What the task asks: Within the entries below, every line containing "absolute" is to be copied.

Material provided:
---*---

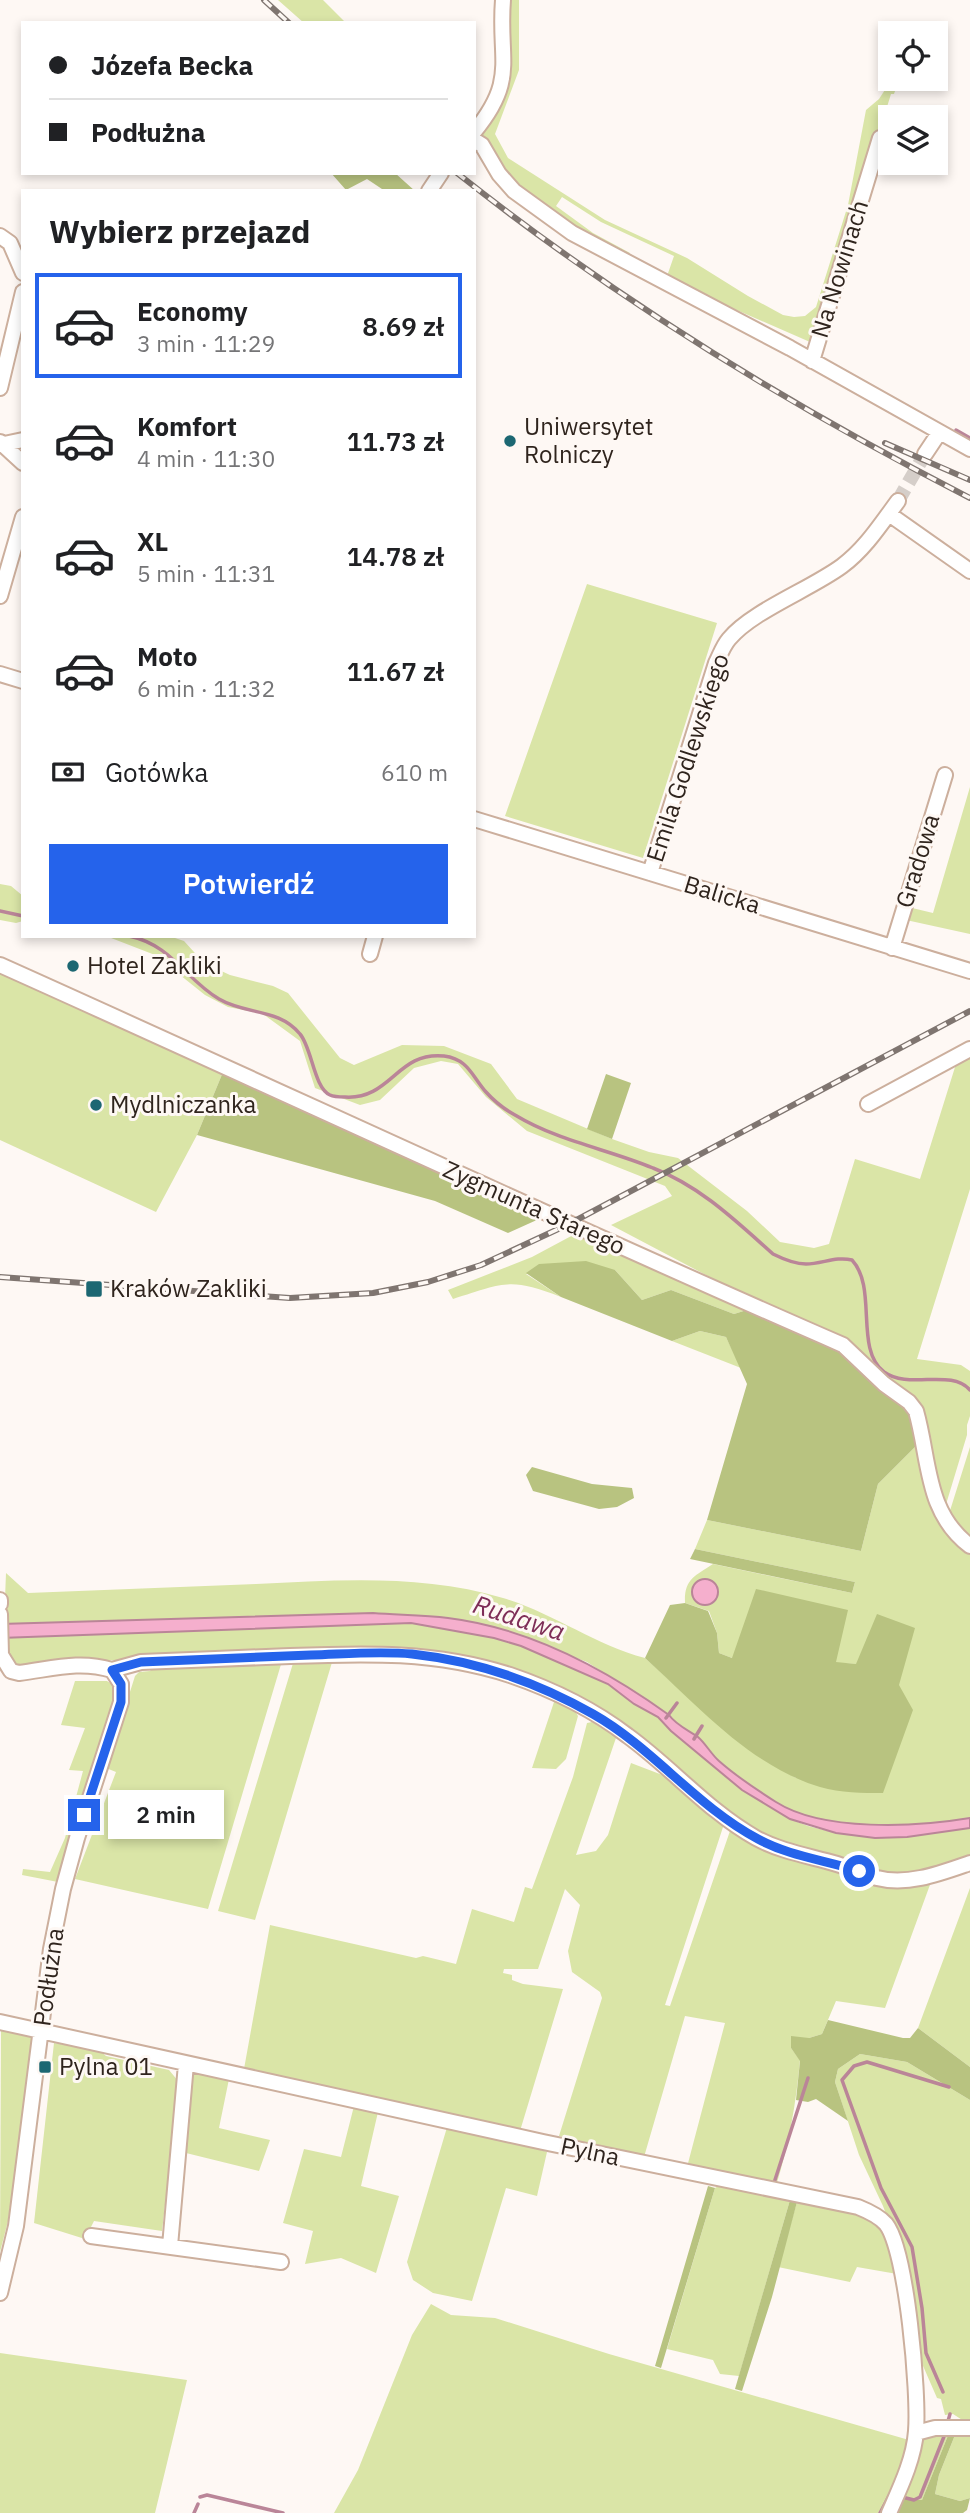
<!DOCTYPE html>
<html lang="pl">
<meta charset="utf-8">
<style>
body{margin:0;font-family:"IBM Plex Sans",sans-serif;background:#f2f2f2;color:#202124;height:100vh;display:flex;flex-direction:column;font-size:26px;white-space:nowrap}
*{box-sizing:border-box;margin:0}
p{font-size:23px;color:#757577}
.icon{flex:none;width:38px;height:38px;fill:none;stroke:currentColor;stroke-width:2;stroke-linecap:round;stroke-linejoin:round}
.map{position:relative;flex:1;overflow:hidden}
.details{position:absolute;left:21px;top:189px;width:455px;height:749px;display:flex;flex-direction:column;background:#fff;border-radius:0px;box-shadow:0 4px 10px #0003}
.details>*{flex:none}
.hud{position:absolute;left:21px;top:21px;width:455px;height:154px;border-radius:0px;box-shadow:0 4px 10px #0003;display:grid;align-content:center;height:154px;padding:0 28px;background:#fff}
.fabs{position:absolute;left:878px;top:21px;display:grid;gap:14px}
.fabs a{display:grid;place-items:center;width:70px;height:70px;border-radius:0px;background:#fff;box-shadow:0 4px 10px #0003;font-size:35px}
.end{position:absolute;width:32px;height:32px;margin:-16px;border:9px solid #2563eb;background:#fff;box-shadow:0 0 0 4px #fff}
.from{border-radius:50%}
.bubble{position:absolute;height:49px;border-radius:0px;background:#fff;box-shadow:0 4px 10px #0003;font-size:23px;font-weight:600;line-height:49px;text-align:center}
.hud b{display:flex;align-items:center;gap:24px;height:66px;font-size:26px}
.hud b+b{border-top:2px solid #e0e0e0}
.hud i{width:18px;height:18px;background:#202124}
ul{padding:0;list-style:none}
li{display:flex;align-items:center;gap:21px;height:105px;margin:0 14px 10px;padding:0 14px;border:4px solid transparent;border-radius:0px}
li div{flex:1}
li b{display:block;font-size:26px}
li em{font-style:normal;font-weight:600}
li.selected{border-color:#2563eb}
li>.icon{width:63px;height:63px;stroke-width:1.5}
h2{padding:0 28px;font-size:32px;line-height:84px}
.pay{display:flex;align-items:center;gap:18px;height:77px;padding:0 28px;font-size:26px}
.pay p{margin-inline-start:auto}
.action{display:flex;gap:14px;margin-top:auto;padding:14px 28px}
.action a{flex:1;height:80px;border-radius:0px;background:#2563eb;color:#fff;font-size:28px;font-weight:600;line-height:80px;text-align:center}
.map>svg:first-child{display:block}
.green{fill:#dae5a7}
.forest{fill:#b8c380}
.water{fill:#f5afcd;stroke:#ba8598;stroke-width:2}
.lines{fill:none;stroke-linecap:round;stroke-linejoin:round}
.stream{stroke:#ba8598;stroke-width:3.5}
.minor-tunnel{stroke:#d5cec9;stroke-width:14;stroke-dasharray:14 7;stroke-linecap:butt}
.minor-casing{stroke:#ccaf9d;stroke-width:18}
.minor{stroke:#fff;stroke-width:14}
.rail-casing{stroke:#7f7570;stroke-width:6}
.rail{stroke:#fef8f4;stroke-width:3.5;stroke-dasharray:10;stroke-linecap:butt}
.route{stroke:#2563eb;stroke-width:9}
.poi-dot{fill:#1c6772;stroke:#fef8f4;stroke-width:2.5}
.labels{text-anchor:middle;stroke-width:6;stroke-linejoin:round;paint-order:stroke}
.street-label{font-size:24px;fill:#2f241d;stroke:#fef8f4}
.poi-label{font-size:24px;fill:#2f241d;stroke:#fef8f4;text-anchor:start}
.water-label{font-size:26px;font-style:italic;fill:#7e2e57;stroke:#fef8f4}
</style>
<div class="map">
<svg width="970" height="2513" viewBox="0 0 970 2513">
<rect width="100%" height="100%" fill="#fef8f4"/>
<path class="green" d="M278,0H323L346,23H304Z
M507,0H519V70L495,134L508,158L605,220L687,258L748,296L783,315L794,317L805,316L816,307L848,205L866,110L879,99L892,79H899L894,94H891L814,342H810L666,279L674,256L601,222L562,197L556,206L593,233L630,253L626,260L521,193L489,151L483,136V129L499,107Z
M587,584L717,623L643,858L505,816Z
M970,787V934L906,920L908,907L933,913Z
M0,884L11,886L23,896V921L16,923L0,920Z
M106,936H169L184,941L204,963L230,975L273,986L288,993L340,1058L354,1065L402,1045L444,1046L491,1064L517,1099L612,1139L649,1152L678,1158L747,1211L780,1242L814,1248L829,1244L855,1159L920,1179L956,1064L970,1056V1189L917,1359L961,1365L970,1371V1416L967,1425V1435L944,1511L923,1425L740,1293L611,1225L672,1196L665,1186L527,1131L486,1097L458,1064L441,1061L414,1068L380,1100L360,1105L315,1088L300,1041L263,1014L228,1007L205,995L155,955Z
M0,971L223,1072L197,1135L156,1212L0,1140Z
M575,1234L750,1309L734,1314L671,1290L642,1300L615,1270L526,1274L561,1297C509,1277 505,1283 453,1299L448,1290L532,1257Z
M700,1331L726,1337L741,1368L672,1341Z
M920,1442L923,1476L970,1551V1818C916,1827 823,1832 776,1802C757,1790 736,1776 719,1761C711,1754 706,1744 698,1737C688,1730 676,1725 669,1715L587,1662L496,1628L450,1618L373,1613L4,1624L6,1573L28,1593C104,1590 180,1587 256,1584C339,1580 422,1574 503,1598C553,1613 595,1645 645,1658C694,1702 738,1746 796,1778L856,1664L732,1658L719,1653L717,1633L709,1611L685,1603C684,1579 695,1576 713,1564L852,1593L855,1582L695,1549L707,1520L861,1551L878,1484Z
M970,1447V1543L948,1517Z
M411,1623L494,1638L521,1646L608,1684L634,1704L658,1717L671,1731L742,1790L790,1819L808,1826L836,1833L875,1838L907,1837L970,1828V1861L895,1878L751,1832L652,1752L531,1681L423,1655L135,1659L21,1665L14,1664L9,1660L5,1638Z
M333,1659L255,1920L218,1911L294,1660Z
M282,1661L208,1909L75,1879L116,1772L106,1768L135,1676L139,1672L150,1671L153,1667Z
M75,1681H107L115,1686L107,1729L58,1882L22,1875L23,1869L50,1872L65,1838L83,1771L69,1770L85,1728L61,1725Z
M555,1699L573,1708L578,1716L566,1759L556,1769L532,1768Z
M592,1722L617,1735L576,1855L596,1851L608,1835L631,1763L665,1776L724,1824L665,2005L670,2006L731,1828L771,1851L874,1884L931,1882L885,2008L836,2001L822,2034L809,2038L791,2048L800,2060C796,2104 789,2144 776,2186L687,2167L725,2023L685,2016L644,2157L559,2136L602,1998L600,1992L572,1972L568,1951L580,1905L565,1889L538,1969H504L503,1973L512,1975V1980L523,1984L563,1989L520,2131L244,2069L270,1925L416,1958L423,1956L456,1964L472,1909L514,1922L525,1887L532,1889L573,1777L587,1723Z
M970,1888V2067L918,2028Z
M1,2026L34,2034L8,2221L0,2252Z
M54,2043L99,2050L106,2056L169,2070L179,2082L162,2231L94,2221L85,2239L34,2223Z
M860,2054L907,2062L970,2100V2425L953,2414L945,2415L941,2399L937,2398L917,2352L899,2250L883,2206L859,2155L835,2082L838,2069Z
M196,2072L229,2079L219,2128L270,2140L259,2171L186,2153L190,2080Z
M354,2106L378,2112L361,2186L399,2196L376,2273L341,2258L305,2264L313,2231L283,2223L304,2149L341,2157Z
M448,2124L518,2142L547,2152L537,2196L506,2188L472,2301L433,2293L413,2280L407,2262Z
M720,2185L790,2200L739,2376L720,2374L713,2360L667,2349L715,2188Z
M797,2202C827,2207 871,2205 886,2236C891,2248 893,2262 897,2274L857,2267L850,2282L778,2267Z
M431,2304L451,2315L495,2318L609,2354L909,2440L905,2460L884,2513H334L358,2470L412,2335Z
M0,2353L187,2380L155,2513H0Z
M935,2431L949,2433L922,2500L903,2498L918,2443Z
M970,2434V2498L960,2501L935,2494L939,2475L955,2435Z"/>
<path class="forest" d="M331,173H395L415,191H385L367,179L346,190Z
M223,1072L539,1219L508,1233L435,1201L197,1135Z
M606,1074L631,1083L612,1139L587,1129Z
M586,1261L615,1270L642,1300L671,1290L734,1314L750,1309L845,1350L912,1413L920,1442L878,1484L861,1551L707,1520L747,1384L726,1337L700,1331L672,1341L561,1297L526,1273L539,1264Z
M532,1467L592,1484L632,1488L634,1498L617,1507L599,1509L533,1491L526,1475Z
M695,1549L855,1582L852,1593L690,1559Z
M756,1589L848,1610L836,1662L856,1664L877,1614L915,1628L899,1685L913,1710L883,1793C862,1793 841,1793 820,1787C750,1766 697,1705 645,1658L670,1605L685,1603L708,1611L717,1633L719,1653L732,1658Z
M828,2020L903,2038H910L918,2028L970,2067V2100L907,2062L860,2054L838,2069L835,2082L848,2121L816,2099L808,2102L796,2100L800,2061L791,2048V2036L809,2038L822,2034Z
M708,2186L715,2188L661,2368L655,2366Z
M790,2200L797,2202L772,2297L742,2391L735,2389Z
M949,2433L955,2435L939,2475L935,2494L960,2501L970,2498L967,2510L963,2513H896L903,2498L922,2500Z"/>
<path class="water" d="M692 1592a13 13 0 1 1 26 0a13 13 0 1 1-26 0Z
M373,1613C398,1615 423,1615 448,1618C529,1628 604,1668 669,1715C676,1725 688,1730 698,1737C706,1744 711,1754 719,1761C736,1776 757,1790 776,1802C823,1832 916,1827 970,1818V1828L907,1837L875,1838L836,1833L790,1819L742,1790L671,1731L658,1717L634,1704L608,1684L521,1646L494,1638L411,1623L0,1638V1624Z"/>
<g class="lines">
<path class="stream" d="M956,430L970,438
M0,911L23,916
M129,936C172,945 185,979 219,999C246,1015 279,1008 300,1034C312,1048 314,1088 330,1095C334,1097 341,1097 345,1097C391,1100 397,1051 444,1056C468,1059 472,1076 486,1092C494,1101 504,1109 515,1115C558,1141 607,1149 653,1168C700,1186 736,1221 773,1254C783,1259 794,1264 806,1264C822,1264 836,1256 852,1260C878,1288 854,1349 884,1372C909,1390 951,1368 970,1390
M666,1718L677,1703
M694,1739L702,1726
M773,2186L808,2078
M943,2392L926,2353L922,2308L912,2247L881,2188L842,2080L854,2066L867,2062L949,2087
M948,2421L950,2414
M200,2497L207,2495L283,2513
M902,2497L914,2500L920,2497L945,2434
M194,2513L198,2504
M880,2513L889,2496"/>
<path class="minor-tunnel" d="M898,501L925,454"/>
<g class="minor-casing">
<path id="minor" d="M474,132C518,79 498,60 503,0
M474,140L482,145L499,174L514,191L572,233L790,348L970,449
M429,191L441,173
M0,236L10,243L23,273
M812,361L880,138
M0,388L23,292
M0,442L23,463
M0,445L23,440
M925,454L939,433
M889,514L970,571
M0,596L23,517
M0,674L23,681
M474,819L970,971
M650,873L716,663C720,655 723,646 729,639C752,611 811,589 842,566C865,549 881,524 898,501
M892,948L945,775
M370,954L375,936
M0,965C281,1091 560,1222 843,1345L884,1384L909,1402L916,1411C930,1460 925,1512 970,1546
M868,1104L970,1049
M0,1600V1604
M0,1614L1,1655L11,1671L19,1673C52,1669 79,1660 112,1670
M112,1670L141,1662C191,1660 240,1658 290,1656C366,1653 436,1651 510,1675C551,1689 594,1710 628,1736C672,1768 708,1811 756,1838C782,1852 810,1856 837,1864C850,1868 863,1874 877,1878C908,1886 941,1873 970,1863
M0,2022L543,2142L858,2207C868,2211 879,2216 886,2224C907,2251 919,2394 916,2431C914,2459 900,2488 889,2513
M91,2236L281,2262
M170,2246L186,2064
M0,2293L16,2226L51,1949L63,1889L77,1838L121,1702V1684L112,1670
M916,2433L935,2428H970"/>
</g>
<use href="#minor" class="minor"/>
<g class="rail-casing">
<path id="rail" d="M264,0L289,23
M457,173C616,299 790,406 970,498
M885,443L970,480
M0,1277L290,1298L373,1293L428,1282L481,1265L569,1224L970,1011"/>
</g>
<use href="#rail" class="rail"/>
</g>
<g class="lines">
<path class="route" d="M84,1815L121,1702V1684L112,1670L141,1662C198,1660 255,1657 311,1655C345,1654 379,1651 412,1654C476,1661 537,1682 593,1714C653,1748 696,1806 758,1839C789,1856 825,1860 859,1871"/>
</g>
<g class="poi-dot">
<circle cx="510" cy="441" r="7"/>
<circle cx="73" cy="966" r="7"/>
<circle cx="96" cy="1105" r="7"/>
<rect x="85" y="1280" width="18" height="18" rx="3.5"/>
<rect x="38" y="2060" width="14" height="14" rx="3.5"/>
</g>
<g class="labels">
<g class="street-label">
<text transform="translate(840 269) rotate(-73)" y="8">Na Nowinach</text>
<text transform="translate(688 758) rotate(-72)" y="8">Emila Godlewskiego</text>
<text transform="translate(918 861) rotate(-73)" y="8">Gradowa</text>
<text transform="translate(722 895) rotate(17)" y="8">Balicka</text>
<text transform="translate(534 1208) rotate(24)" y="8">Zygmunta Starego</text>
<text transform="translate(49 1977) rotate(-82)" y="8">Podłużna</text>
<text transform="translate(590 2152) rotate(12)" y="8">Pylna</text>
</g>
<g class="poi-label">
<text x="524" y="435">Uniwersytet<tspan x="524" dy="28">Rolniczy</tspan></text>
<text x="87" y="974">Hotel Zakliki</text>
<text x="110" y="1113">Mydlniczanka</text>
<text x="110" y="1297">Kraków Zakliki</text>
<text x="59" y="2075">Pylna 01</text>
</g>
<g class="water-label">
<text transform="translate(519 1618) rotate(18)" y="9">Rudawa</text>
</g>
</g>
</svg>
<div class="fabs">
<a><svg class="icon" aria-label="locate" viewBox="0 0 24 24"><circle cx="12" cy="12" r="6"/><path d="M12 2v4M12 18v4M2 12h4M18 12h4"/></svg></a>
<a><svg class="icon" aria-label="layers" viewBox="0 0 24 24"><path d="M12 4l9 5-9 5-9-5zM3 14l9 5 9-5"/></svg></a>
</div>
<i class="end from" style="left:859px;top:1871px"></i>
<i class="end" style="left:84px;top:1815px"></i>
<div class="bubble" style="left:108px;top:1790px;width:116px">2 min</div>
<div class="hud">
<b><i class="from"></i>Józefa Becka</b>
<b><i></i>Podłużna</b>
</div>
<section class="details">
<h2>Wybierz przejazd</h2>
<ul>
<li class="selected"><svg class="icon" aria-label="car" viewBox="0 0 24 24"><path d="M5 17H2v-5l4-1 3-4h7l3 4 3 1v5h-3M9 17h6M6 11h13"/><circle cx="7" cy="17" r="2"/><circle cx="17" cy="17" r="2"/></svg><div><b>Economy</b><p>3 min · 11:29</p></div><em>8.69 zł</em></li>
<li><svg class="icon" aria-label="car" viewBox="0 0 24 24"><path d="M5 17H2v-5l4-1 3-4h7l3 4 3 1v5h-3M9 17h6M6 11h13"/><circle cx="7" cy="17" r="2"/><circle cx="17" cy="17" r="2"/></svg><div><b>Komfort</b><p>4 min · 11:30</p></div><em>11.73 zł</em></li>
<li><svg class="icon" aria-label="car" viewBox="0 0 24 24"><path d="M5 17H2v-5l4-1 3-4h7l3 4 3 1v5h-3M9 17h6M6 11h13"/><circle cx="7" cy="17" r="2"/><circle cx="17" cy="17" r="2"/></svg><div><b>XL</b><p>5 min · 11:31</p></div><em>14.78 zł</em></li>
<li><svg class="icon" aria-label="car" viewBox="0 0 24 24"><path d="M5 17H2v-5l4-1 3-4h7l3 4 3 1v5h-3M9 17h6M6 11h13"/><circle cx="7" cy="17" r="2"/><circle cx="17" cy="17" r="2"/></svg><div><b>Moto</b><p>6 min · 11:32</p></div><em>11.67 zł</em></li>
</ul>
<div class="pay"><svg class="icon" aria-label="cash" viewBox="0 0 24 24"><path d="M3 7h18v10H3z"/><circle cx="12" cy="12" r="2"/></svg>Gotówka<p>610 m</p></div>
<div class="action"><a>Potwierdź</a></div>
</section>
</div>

---*---

Exercise output:
.details{position:absolute;left:21px;top:189px;width:455px;height:749px;display:flex;flex-direction:column;background:#fff;border-radius:0px;box-shadow:0 4px 10px #0003}
.hud{position:absolute;left:21px;top:21px;width:455px;height:154px;border-radius:0px;box-shadow:0 4px 10px #0003;display:grid;align-content:center;height:154px;padding:0 28px;background:#fff}
.fabs{position:absolute;left:878px;top:21px;display:grid;gap:14px}
.end{position:absolute;width:32px;height:32px;margin:-16px;border:9px solid #2563eb;background:#fff;box-shadow:0 0 0 4px #fff}
.bubble{position:absolute;height:49px;border-radius:0px;background:#fff;box-shadow:0 4px 10px #0003;font-size:23px;font-weight:600;line-height:49px;text-align:center}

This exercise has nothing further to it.